Girolami is keen to point out that today’s AI technologies transforming our lives and businesses have little to do with the horizon-scanning futurism enjoyed by middle-brow newspapers that continually inform us that robots will be taking our jobs. You can trace this back to the 1920s, says Girolami, who describes the scenario of Fritz Lang’s sci-fi movie ‘Metropolis’, in which the cybernetics take over the menial jobs. Yet that’s not what we mean by AI today (and it’s worth remembering that H G Wells thought that ‘Metropolis’ was “silly”).
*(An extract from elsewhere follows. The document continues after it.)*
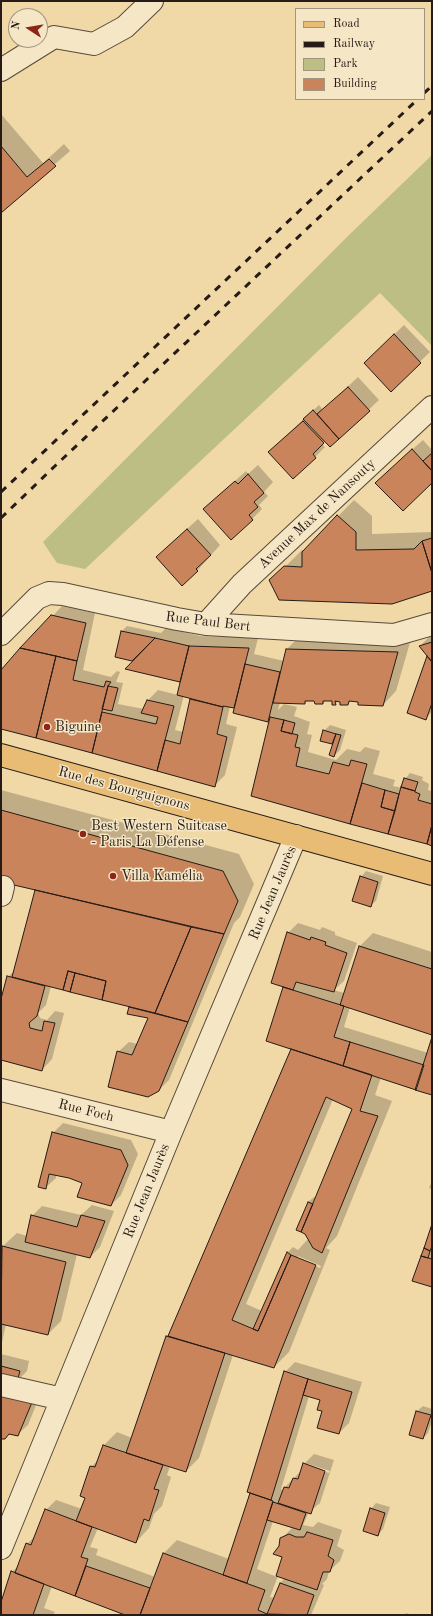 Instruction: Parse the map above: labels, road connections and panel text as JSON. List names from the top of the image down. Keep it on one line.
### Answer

What we’re talking about, says Girolami, is “new technologies based on data-driven algorithms that exploit ubiquitous computing to solve real problems and to open up new markets and business opportunities”.
For all the popularity of the view that data is the bedrock of every technological megatrend in the 21st century, there is the counter argument that the amount of data that gets used productively is just the tip of the iceberg, while there’s not much evidence to suggest that organisations are using their data stock to drive their businesses forward. To judge from Girolami’s wry laugh, this is an argument he’s had to deal with on more than one occasion.
“Sitting on data is like sitting on an oilfield,” he explains. “The latent wealth is incredible. But getting to that wealth is another story entirely. And it’s exactly the same with data. There are lots of sectors that now realise they are sitting on great potential in terms of the data they’re producing. But how you get it out of the ground, how you refine it and apply it to the products that are really going to make you money… that’s the big question. Then there are all the legal, moral and ethical issues surrounding data which are very thorny.”
The big difference between fossil fuels and data though is that while reserves of oil and gas are finite and become progressively harder and more expensive to extract as resources dry up, “data is infinite. That’s one of the big challenges the Alan Turing Institute will be hoping to address: the amount of data we are producing is increasing.”